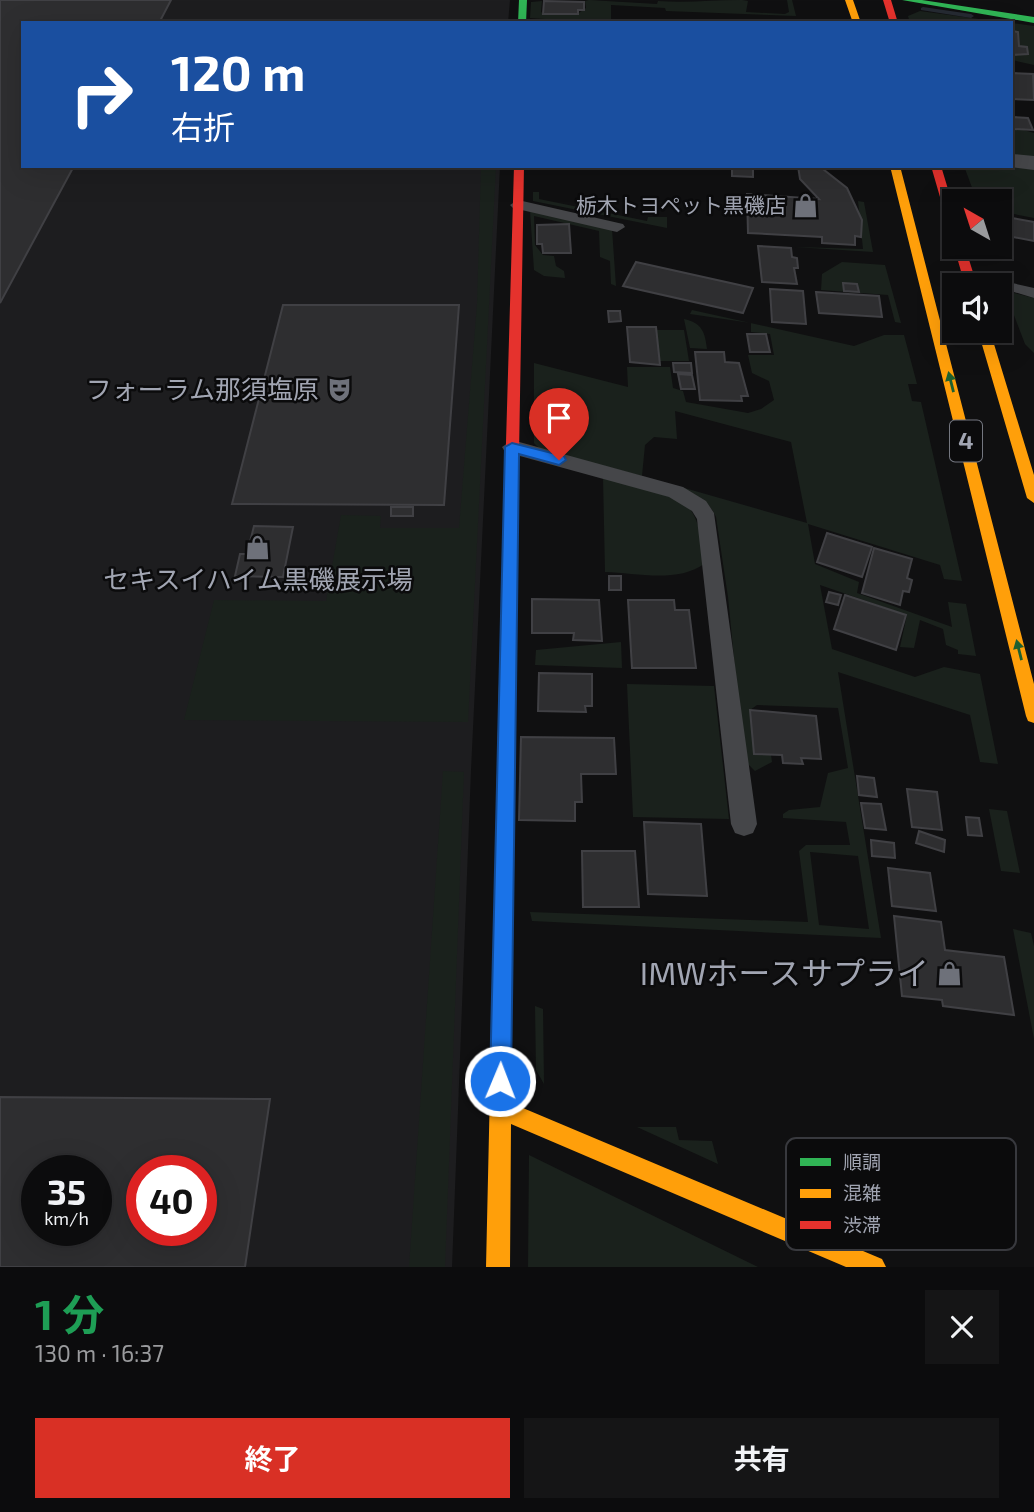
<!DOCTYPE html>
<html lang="ja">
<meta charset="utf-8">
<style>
body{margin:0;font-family:"Exo 2","Noto Sans JP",sans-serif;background:#151516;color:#f1f3f6;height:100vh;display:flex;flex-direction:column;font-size:26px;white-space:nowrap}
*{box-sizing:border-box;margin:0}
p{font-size:23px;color:#9a9b9d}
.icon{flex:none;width:38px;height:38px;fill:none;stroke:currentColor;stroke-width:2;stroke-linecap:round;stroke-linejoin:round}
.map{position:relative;height:1267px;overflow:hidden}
.panel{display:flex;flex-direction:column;background:#0c0c0d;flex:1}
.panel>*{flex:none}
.banner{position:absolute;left:21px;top:21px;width:992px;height:147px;border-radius:0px;box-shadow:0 7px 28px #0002,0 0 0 2px #2c2c2e;background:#1a4fa0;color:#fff;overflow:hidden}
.needle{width:46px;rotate:321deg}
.fabs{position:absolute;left:942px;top:189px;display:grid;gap:14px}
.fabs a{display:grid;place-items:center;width:70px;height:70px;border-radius:0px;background:#0c0c0d;box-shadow:0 7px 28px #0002,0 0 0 2px #2c2c2e;font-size:35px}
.speed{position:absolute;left:21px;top:1155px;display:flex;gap:14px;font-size:35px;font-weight:700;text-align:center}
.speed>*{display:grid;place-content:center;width:91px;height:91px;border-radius:50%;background:#0c0c0d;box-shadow:0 7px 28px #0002,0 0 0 2px #2c2c2e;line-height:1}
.speed small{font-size:18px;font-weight:400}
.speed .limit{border:10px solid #d22;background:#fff;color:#111}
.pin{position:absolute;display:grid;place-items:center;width:60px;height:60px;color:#fff;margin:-72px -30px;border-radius:50% 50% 50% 0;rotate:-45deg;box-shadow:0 0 7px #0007}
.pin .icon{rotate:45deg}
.me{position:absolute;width:77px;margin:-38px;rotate:1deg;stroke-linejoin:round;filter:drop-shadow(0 0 5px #0008)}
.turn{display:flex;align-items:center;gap:24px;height:147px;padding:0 35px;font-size:32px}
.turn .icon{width:91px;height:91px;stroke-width:2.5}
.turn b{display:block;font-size:49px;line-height:60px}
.round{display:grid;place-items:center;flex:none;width:74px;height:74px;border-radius:0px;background:#151516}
.overview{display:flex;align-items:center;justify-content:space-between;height:119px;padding:0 35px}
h1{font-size:42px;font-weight:700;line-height:52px;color:#1e9e55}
.action{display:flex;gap:14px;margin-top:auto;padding:14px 35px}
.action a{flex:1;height:80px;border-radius:0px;background:#d93025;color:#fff;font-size:28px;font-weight:700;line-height:80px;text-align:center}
.action a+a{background:#151516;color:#f1f3f6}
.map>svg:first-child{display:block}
</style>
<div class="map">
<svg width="1034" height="1267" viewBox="0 0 1034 1267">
<rect width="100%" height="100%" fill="#101011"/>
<path fill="#1d1d1f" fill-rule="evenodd" d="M0 0H510L508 23H23V166H500L471 770 452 1267H0ZM37 1171H96V1230H37ZM142 1171H201V1230H142Z"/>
<path fill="#1a211c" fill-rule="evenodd" d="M589 0 657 4 658 1C687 3 713 0 742 0L748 1 746 12 785 14 789 12 787 0H792L796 16 666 11 665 8 611 5V23H545V19L530 18 531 2 542 1 541 12 545 15H576L586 8 585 1Z
M920 11 1008 23H910L908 16Z
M1012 23 1034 26V65L1012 60Z
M1012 114 1017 128 1034 133V218L999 211V201H977L964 166H1012Z
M481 166H496L468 722 184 720 214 600 326 601 341 515 381 516 380 528H459L477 304Z
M533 192H539V199L647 221 648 217H667V228L533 201Z
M858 201 864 202 873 252 795 247 863 249Z
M530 211 612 229 616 286 611 284 610 261 600 257 599 231 534 216 535 245 543 255 554 256 556 266 564 271 565 278 544 276 534 270Z
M842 262 885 265 901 323 895 322 888 295 821 290 822 274Z
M1010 292 1034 298V353L1025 344 1007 297Z
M692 310 854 346 884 335H904L917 384H908L912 401 921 402 962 581 944 579 940 565 808 524 815 564 859 582 857 593 952 627 948 602 966 604 976 656 958 654V650L946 645 943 629 920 620 914 648 900 647 907 615 820 585 832 649 915 677 944 667 980 674 998 764 980 762 970 715 838 672 881 938 532 921 530 912 808 922 799 851 806 845H850L846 822 783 818V814L789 810 820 807 828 773 848 768 838 708 757 705 750 710 754 754 771 755 772 762 755 771 744 760 728 597 716 517C709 501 696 495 681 487L807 523 791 442 675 411 677 439 654 437 645 445 642 476 540 449 534 443V363L628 387 627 367H670L673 388 683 391 686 402 748 413 761 409 774 400 769 381 752 373 748 355H774L770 334 751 332V323L690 314ZM810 852 858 856 869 929 819 925Z
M684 319C702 323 705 332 707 349L690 348Z
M656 330H684L689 361H660Z
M603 477 681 500C702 516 700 540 704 564 678 583 636 573 605 572Z
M621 642 622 668 535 665 536 650Z
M627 684 714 686 729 819 633 817Z
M443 771 464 772 445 1267H409Z
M989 809 1007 811 1020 873 1001 871Z
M1013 929 1031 933 1034 946V1039Z
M535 1006 543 1009 544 1084 536 1070Z
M637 1127H676L679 1140 712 1141 718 1164Z
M529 1155 758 1267H528Z"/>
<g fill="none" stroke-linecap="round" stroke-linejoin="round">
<path fill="#252a32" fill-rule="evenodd" d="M923 7 971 14 974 16 971 18 921 10V8Z"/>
</g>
<path fill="#2e2e30" stroke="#404044" stroke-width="2" fill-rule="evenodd" d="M0 0H171L159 23H23V166H74L0 303Z
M544 1 584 2V10H578V14H543Z
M1012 31 1018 32 1019 46 1027 47 1028 54 1012 55Z
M1012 73 1033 74 1034 100 1012 99Z
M1012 117 1028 118 1033 130 1014 129Z
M732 166H753V177L732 176Z
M798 166H819L847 188 862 220 861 237 855 236V245L822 243V237L748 233 747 194 819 199 800 179Z
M1012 218 1034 222V241L1008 236Z
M569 224 571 253H543L542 244H537V225Z
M758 246 791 248 792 257 797 258 798 268H794L797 284 762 282Z
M636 262 753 288 743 313 623 286Z
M843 283 857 284 859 292 844 291Z
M770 289 803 291 806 324 772 322Z
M816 292 879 296 882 317 819 313Z
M283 305H459L444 505 232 504Z
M608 311H620L621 321 609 322Z
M627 327H656L660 365 630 362Z
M747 334H766L770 352H750Z
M695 352H724L725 362 739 363 748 396H741L742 401 700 400Z
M673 363H691L692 373 674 372Z
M678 374 692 375 695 389H681Z
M391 507H413V516H391Z
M254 526 293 527 283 577 235 576 240 554H261L264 542H250Z
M827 533 872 547 862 577 817 562Z
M874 548 912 559 907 578 912 580 909 592 903 591 900 605 862 593Z
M609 576H621V590H609Z
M829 592 841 595 838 605 826 602Z
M845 595 906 615 896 650 834 629Z
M532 599 599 600 602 641 573 640 574 633H532Z
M628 600H674L675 610H689L696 668H632Z
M539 673 592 674V706H585L586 712 538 711Z
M750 710 816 716 821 759 801 758 803 764 783 763 782 755 754 754Z
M521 737 614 738 616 774H581L582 802H575V821L519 820Z
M857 776 874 778 877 797 859 795Z
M907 789 937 792 942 830 912 827Z
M861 803 881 804 886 830 865 828Z
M966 817 979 818 982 836 968 835Z
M644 822 701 824 707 896 648 894Z
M919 831 945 840 944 852 916 843Z
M871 840 894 843 895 858 872 856Z
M582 851H635L639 907H583Z
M888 868 930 873 936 911 892 906Z
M894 916 941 922 945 950 1004 957 1014 1015 943 1006 942 1000 902 996Z
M0 1097 270 1099 245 1267H0ZM37 1171H96V1230H37ZM142 1171H201V1230H142Z"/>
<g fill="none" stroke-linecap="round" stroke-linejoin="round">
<path fill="#454649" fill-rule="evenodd" d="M518 200 623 224 625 227 617 232 513 208 510 205Z
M999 280 1034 288V298L991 285Z
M512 440 683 487 706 501 714 513 757 824 753 833 744 836 735 833 731 824 697 519 692 511 669 497 505 452 502 447Z"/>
<path fill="#454649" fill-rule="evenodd" d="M1012 154 1034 156V170L1003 166H1012Z"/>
<path fill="#30b455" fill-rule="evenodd" d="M519 0H527L526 23H518Z
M902 0H922L1034 17V23Z"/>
<path fill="#ff9f0a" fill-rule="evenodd" d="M845 0H853L861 23H853Z
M890 166H900L1034 684V723L1028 721 1026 716Z
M978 331H990L1034 475V503L1027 498Z
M507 677 513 679 515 684 511 1103 882 1259 886 1267H846L511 1124 510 1267H486L499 684 501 679Z"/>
<path fill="#e5322d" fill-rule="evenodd" d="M883 0H891L898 23H890Z
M514 166H524L515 684 513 689 507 691 501 689 499 684Z
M931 166H941L954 209V231L949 228Z
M954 247H965L977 285H965Z"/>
</g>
<defs><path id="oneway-solid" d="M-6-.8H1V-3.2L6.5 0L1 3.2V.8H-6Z" transform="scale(1.75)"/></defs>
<g fill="#1e6030">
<use href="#oneway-solid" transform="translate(951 382) rotate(-104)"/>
<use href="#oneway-solid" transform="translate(1019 650) rotate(-104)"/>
</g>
<path fill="#1a73e8" stroke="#114b97" stroke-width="2" d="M512 443 564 456 566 460 559 465 519 454 511 1081 508 1089 500 1092 493 1089 490 1081 505 447Z"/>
<defs>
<symbol id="shop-bare" viewBox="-9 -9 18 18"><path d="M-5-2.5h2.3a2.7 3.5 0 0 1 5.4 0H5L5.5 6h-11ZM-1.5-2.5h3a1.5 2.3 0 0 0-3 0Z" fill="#6e717a" stroke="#0b0b0c" stroke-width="2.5" paint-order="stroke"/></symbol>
<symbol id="theatre-bare" viewBox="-9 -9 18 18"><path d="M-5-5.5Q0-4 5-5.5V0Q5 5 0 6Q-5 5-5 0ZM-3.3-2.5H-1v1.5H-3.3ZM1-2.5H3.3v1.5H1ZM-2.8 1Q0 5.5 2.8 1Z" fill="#6e717a" stroke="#0b0b0c" stroke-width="2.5" paint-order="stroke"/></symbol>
</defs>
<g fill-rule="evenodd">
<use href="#shop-bare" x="788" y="188" width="35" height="35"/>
<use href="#theatre-bare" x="322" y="372" width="35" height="35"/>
<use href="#shop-bare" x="240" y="530" width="35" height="35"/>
<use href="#shop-bare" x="932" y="956" width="35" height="35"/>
</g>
<g text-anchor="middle" stroke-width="5" stroke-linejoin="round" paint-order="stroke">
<g font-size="21" fill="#a1a5b2" stroke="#0b0b0c" text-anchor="end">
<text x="786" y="213">栃木トヨペット黒磯店</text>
</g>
<rect fill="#0b0b0c" stroke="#747780" stroke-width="2" x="950" y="420.5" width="32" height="41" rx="5"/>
<g font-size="24" font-weight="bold" fill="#a1a5b2">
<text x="966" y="449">4</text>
</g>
<g font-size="26" fill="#a1a5b2" stroke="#0b0b0c" text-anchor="end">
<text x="319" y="399">フォーラム那須塩原</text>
<text x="258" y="589" text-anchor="middle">セキスイハイム黒磯展示場</text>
</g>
<g font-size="32" fill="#a1a5b2" stroke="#0b0b0c" text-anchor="end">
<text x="929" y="985">IMWホースサプライ</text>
</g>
</g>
<rect x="786" y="1138" width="230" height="112" rx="10" fill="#0b0b0c" stroke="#38393e" stroke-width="2"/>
<rect x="800" y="1158" width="31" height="8" fill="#30b455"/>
<rect x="800" y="1189" width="31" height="9" fill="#ff9f0a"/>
<rect x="800" y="1221" width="31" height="8" fill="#e5322d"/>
<g font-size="19" fill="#a1a5b2">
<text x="843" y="1169">順調</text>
<text x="843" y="1200">混雑</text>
<text x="843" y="1232">渋滞</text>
</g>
</svg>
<div class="fabs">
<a><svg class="needle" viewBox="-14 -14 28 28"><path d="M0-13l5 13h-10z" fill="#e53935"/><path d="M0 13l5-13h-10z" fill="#9a9b9d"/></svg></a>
<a><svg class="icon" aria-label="sound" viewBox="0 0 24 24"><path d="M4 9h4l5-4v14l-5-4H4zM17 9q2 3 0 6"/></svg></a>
</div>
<div class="speed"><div>35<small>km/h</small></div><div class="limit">40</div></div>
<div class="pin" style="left:559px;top:460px;background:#d93025"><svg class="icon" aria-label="arrive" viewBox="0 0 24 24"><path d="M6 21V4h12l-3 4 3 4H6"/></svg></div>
<svg class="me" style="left:500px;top:1081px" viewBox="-20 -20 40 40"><circle r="17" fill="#1a73e8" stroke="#fff" stroke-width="3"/><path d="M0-11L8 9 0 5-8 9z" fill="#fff"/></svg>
<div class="banner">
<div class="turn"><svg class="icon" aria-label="right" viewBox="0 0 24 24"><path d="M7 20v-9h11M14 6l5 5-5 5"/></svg><div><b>120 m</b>右折</div></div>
</div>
</div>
<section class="panel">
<div class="overview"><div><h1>1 分</h1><p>130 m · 16:37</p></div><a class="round"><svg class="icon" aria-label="close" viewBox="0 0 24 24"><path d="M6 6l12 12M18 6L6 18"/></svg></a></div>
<div class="action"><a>終了</a><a>共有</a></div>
</section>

++++++++

> [Exercise] Lines from the one containing "20v-9h11M14 6l5 5-5" through the final line of the entries above are to be output exactly; omit all others.

> [Solution for this task]
<div class="turn"><svg class="icon" aria-label="right" viewBox="0 0 24 24"><path d="M7 20v-9h11M14 6l5 5-5 5"/></svg><div><b>120 m</b>右折</div></div>
</div>
</div>
<section class="panel">
<div class="overview"><div><h1>1 分</h1><p>130 m · 16:37</p></div><a class="round"><svg class="icon" aria-label="close" viewBox="0 0 24 24"><path d="M6 6l12 12M18 6L6 18"/></svg></a></div>
<div class="action"><a>終了</a><a>共有</a></div>
</section>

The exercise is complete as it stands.